The squealing noise of the train as we approach Koyasan comes across as a warning sign. We are about to cross the border dividing the bustling lower world (gekai) from the celestial world (tenkai) that lies ahead of us. A curious anecdote for most of us, the division feels very real for the hundreds of Buddhist monks living in the area.

It was in 819 when Kobo Daishi, founder of the Esoteric Shingon school of Buddhism, consecrated Koyasan. Located in an alpine basin and surrounded by eight mountain peaks, this place is said to resemble a lotus flower, symbol of enlightenment. Not only that, but legend has it that Kobo Daishi threw a trident-shaped instrument from China that made it all the way to Koyasan, where the monk would later find it with the help of a hunter. All indications seemed to suggest that Koyasan was the ideal place for Kobo Daishi to establish his monastic center. And it was right where the instrument fell where, after being granted permission from the emperor, he would build his lecture hall. Later, more and more buildings would be added to the area that is now known as the Danjo Garan temple complex.

After its founding, roads to reach Koyasan (completely inexistent until then) started appearing, converging all of them in a total of seven primary entrances. The main one, called Choishi-michi, is marked by a total of 180 choishi or stone signposts, each symbolizing the five elements that make up the universe — space, wind, fire, water, and earth. The trail, still walkable today, is proof of all the beauty that the mountainous prefecture of Wakayama has to offer. Whether this beauty was enough of an incentive for the people who would transport the materials needed for the construction of the complex up through its steep slopes, we cannot know. But if not on the way, they might have found the reward at its finishing line, in the form of one of the most beautiful sunsets in Japan. Chasing the magic of the golden hour we head next to Okunoin, the biggest cemetery in Japan. Walking aimlessly at dusk, when the last rays of the day are filtered through the centenary cedars and more than 200,000 tombstones, you cannot help but enter in some sort of meditative state. You would not be alone on this; in the mausoleum found at the back of the cemetery, Kobo Daishi is believed to be —still alive— in a state of eternal meditation.
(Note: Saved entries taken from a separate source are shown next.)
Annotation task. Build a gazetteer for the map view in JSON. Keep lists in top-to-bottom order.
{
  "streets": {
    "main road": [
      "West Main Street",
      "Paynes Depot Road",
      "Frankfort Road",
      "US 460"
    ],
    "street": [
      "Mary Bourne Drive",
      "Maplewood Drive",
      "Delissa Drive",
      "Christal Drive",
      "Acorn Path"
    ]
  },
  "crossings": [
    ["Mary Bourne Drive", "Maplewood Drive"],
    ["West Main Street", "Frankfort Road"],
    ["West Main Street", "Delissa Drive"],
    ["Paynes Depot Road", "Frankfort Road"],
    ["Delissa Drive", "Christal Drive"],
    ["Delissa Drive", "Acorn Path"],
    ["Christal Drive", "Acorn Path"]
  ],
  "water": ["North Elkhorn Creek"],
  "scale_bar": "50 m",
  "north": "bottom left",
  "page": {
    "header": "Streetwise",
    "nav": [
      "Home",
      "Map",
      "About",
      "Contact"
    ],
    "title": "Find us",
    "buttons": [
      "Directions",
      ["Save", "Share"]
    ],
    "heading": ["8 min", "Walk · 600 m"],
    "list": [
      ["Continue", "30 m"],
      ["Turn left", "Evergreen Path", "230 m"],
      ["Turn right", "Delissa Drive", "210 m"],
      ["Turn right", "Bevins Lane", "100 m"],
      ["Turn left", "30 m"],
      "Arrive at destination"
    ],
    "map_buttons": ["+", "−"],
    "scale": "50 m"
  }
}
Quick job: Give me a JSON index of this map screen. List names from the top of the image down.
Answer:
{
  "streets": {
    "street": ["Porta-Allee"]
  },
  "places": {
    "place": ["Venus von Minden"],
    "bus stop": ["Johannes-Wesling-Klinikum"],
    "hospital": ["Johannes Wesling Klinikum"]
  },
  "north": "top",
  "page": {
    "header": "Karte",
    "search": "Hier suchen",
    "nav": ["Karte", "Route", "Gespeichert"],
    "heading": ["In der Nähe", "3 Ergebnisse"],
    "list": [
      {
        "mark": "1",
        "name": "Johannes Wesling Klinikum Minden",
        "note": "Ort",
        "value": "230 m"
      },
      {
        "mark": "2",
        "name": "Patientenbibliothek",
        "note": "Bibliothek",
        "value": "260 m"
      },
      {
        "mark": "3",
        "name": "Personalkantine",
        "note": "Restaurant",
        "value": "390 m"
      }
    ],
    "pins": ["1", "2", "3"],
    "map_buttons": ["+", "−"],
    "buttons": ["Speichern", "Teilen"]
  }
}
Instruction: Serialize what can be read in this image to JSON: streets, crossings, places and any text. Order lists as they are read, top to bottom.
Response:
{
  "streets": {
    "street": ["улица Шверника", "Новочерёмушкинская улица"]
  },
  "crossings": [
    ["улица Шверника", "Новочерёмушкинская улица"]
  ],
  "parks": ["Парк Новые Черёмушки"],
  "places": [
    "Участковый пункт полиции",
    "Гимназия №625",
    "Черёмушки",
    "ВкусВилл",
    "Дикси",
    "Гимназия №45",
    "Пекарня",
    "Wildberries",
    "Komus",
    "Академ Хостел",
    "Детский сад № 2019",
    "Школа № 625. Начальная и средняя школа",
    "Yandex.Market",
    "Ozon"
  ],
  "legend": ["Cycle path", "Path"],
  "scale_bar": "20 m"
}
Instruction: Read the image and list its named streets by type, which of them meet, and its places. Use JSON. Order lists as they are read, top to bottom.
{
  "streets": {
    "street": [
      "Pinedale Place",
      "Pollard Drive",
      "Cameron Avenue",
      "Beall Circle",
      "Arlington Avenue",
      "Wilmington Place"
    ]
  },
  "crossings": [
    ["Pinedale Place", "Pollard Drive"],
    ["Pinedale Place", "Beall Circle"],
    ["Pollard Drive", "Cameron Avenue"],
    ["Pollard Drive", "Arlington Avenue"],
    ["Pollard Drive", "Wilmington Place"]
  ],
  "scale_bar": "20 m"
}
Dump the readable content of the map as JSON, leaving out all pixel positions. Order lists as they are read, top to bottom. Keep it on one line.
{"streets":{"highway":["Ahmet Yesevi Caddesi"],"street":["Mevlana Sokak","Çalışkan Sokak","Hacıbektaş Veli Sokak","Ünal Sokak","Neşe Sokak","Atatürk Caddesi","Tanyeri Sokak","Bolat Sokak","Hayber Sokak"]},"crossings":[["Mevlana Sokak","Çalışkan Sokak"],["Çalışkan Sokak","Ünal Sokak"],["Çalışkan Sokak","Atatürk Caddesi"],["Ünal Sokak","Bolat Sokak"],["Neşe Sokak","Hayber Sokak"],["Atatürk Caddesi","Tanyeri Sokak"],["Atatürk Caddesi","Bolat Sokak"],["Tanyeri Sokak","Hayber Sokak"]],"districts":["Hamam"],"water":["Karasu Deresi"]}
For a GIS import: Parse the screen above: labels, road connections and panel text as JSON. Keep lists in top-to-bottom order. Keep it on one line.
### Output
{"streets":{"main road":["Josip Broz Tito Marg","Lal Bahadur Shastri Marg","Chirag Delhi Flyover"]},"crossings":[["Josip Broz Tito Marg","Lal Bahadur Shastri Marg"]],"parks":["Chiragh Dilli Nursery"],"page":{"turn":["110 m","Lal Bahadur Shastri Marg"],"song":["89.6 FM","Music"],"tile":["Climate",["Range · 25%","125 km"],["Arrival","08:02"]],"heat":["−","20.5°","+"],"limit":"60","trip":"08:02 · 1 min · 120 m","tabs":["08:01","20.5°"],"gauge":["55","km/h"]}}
Once sheltered by the celestial world of Koyasan and its 117 temples (striking figure given the small extent of the area but that pales in comparison with the 1812 temples that once existed), it becomes difficult to return to the ‘lower world’. In Koyasan the extremes, the noise, disappear and only the subtleties of the middle ground remain. Pure tones such as those of the sounds of the nature that surrounds us, the chanting of sutras in Okunoin or the beats of the taiko drums played during the morning rituals. And not only sounds, but also the delicate notes of the shoji vegetarian cuisine that is served in the temples and some of the restaurants in town. A new world of flavours that would normally hide behind more intense ones suggestively reveals itself here. Koyasan is, in its essence, a place that invites you to stand in the silences, in the in-betweens, to discover that in these there is still much to be discovered.